-- EXERCISE PROMPT --
Go through the entries below. Copy out every line that contains "Bakti".

Dataset entries
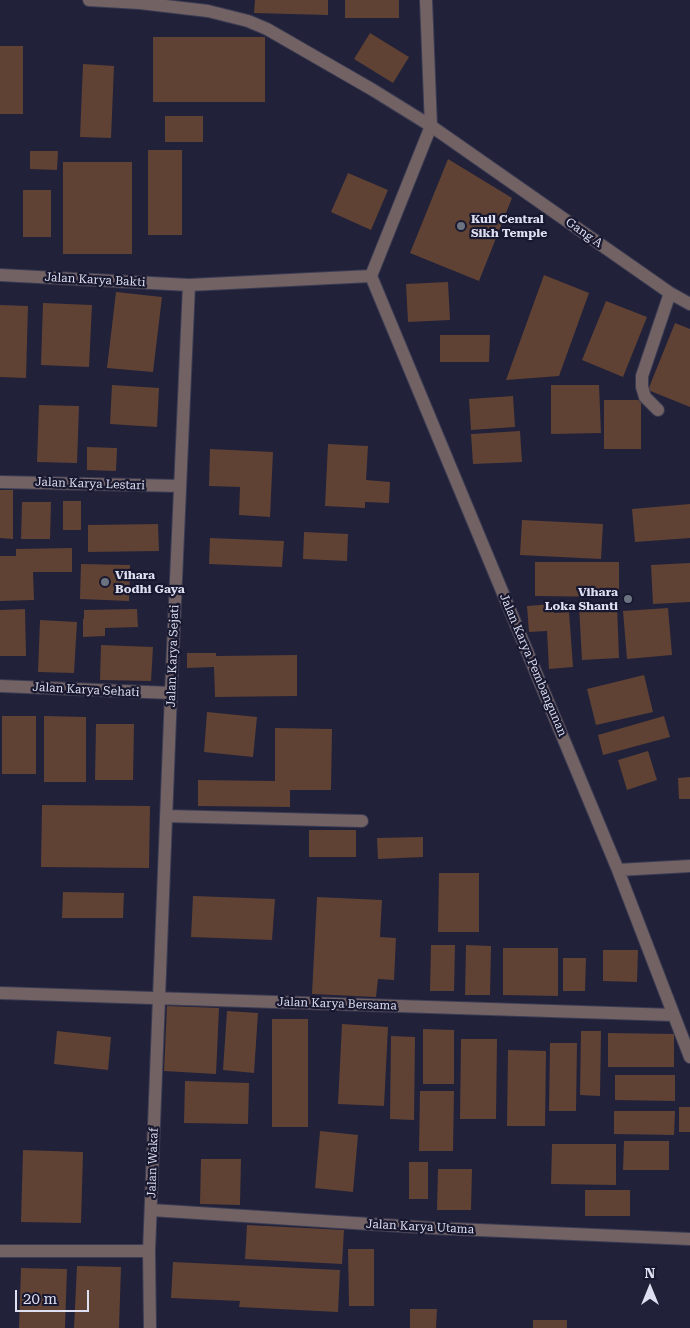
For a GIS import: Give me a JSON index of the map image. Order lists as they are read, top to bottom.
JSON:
{
  "streets": {
    "street": [
      "Gang A",
      "Jalan Karya Bakti",
      "Jalan Karya Lestari",
      "Jalan Karya Sejati",
      "Jalan Karya Pembangunan",
      "Jalan Karya Sehati",
      "Jalan Karya Bersama",
      "Jalan Wakaf",
      "Jalan Karya Utama"
    ]
  },
  "crossings": [
    ["Jalan Karya Bakti", "Jalan Karya Sejati"],
    ["Jalan Karya Bakti", "Jalan Karya Pembangunan"],
    ["Jalan Karya Lestari", "Jalan Karya Sejati"],
    ["Jalan Karya Sejati", "Jalan Karya Sehati"],
    ["Jalan Karya Sejati", "Jalan Karya Bersama"],
    ["Jalan Karya Sejati", "Jalan Wakaf"],
    ["Jalan Karya Pembangunan", "Jalan Karya Bersama"],
    ["Jalan Karya Bersama", "Jalan Wakaf"],
    ["Jalan Wakaf", "Jalan Karya Utama"]
  ],
  "places": ["Kuil Central Sikh Temple", "Vihara Bodhi Gaya", "Vihara Loka Shanti"],
  "scale_bar": "20 m",
  "north": "top"
}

-- RESPONSE AREA --
      "Jalan Karya Bakti",
    ["Jalan Karya Bakti", "Jalan Karya Sejati"],
    ["Jalan Karya Bakti", "Jalan Karya Pembangunan"],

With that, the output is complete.